__Action item__: Which lines run from the line containing "Quick job: Parse" through the end of the records below? Reproduce them exactly, and nothing else.

(Stored data entries)
%%

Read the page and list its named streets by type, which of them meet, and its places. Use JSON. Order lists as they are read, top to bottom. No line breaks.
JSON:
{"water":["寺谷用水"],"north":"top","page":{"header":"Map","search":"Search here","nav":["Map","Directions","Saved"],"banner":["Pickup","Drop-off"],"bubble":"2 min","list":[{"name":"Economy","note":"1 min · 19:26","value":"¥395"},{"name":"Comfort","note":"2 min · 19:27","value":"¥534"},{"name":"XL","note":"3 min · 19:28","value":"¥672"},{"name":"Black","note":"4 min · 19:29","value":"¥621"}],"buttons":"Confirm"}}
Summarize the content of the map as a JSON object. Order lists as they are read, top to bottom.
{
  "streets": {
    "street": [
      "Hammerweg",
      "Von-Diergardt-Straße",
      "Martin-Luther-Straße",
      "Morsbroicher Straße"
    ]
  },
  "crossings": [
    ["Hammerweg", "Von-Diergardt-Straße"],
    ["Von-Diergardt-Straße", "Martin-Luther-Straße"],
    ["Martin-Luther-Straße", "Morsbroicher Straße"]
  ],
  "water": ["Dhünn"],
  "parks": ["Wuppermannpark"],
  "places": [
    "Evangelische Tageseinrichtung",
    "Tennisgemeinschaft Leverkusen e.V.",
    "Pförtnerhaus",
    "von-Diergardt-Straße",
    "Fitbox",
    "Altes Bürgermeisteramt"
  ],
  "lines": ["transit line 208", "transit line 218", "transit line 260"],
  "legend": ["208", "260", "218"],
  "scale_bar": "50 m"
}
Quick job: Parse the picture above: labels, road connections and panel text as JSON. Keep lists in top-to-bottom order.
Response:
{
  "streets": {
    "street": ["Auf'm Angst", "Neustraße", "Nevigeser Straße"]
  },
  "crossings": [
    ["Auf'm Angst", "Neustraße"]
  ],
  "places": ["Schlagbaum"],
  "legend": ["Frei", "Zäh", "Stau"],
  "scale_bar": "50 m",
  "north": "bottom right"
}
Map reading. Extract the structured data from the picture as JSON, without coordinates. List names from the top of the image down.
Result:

%%

__Result of the exercise__:
Quick job: Parse the picture above: labels, road connections and panel text as JSON. Keep lists in top-to-bottom order.
Response:
{
  "streets": {
    "street": ["Auf'm Angst", "Neustraße", "Nevigeser Straße"]
  },
  "crossings": [
    ["Auf'm Angst", "Neustraße"]
  ],
  "places": ["Schlagbaum"],
  "legend": ["Frei", "Zäh", "Stau"],
  "scale_bar": "50 m",
  "north": "bottom right"
}
Map reading. Extract the structured data from the picture as JSON, without coordinates. List names from the top of the image down.
Result:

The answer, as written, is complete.